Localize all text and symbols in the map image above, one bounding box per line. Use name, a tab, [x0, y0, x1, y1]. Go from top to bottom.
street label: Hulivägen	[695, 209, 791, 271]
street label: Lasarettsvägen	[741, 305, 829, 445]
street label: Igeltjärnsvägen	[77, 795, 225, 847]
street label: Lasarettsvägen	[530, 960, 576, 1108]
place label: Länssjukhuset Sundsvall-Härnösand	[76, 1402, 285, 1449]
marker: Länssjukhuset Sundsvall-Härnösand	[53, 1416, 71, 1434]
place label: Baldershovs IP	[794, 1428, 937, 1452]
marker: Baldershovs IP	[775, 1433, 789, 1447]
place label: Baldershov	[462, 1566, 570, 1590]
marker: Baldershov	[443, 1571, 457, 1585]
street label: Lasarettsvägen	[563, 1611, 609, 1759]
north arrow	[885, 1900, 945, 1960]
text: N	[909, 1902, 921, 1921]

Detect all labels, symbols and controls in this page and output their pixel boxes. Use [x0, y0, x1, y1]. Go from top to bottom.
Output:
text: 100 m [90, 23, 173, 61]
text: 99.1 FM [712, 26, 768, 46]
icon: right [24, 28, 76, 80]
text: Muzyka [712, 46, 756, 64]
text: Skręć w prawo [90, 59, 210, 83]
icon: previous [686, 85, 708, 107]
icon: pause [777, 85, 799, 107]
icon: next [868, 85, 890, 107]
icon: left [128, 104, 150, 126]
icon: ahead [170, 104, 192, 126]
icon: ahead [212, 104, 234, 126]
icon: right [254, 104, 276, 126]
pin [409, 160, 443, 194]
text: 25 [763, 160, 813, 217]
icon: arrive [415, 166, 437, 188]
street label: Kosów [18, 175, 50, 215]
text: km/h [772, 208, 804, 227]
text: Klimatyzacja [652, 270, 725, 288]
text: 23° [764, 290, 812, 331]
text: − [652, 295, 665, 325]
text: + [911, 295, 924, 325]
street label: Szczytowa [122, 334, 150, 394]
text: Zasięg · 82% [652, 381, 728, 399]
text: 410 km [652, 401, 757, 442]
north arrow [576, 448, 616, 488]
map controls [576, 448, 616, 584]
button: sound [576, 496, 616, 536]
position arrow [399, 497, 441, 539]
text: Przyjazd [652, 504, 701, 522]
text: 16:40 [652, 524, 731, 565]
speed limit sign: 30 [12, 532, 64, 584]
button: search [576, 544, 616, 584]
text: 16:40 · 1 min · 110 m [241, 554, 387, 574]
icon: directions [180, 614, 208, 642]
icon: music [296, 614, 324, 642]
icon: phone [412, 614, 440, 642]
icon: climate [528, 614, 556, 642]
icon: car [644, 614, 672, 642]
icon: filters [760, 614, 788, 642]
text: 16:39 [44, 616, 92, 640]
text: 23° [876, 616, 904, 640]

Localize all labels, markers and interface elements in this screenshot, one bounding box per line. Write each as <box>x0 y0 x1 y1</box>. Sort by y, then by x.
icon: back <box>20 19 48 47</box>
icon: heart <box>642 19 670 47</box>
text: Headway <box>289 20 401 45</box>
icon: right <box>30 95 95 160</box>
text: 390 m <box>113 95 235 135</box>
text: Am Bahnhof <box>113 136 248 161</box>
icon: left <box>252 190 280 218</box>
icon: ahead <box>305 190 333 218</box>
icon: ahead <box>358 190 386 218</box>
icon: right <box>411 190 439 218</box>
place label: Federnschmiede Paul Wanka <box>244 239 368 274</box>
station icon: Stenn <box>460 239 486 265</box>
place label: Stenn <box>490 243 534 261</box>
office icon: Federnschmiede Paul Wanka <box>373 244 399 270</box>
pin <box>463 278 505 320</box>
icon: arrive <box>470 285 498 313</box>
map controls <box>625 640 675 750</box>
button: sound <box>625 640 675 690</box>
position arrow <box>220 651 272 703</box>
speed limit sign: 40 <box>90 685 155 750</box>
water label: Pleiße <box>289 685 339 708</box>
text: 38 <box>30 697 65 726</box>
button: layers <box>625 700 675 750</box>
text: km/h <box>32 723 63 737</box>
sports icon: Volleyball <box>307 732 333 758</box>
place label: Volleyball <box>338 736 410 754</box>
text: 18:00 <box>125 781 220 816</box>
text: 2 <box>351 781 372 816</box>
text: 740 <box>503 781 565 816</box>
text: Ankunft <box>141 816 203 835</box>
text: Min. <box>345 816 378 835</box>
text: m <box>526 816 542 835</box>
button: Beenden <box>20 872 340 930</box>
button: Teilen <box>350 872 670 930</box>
.....
■ **DIRECTIONS FOR THIS TASK**:
Pick out the lines above that hold the string "Stenn" and show them.

■ **ANSWER TO THE EXERCISE**:
station icon: Stenn <box>460 239 486 265</box>
place label: Stenn <box>490 243 534 261</box>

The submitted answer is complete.